# INFORMATION PROVIDED:
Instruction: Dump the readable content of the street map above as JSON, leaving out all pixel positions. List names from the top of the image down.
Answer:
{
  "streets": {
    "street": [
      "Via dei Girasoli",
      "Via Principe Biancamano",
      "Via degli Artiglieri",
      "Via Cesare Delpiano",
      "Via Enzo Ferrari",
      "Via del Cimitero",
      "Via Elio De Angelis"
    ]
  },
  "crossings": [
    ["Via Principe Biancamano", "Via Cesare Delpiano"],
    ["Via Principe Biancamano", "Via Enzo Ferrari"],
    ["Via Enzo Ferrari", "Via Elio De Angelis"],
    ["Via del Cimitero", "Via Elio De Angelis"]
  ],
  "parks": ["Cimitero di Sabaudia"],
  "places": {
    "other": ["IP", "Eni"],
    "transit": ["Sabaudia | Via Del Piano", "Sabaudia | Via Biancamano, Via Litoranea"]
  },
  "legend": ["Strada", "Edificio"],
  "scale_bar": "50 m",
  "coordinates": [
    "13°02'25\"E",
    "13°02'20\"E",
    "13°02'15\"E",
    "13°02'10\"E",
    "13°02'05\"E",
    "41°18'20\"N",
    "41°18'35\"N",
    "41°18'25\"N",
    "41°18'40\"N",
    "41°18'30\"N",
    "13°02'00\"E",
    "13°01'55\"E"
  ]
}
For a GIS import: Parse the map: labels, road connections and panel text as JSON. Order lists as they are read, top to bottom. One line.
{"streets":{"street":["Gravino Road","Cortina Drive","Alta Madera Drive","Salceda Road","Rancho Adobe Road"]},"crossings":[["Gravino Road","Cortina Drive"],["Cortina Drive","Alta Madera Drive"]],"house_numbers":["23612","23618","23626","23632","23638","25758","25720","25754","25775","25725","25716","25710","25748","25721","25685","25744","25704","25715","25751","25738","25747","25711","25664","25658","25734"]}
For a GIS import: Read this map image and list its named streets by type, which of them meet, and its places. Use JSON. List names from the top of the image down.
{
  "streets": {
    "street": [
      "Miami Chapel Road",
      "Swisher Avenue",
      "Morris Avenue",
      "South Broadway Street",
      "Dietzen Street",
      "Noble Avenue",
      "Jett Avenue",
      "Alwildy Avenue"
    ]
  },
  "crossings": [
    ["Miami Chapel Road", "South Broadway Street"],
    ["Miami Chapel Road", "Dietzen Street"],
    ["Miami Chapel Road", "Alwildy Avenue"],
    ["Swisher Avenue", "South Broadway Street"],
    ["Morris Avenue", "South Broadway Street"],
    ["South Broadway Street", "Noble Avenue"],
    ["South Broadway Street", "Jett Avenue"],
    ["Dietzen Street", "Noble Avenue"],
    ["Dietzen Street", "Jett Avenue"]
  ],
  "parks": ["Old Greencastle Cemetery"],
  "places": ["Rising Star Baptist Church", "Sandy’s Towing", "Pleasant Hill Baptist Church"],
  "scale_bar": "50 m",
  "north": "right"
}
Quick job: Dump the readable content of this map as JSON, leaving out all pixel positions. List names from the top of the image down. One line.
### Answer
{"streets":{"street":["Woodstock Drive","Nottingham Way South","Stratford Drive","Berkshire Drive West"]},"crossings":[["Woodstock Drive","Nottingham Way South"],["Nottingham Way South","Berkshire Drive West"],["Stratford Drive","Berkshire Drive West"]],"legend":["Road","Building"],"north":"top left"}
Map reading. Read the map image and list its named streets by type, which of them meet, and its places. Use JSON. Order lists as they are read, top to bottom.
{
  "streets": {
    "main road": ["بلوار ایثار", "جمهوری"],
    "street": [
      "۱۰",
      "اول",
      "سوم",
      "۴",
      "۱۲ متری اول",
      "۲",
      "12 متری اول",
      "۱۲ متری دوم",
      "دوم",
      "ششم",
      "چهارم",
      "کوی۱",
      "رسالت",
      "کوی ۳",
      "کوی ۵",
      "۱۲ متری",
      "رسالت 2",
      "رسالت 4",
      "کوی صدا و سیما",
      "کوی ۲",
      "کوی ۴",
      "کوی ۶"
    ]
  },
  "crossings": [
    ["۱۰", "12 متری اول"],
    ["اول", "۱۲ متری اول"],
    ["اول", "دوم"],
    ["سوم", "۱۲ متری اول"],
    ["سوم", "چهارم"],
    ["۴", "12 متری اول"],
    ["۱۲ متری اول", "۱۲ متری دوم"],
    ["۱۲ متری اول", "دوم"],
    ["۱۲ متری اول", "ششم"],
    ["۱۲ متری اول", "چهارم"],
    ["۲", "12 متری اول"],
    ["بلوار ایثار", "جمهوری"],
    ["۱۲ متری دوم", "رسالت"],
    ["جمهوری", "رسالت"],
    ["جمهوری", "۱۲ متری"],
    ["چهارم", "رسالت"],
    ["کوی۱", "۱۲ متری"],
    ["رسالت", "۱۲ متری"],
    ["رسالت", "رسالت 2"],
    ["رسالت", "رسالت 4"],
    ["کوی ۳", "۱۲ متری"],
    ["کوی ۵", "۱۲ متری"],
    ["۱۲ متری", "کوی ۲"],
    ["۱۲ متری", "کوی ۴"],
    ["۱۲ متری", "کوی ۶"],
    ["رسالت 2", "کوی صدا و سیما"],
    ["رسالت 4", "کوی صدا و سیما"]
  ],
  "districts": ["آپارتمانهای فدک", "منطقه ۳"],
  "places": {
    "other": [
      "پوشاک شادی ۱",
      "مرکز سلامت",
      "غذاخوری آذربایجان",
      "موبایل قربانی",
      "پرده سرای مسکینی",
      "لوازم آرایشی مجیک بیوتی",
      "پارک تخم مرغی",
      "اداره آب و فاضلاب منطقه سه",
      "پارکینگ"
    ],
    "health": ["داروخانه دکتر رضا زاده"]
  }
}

# ACTION ITEM:
Could you copy out every line in the listing where the word "Order" appears?

# WRITTEN ANSWER:
For a GIS import: Parse the map: labels, road connections and panel text as JSON. Order lists as they are read, top to bottom. One line.
Map reading. Read the map image and list its named streets by type, which of them meet, and its places. Use JSON. Order lists as they are read, top to bottom.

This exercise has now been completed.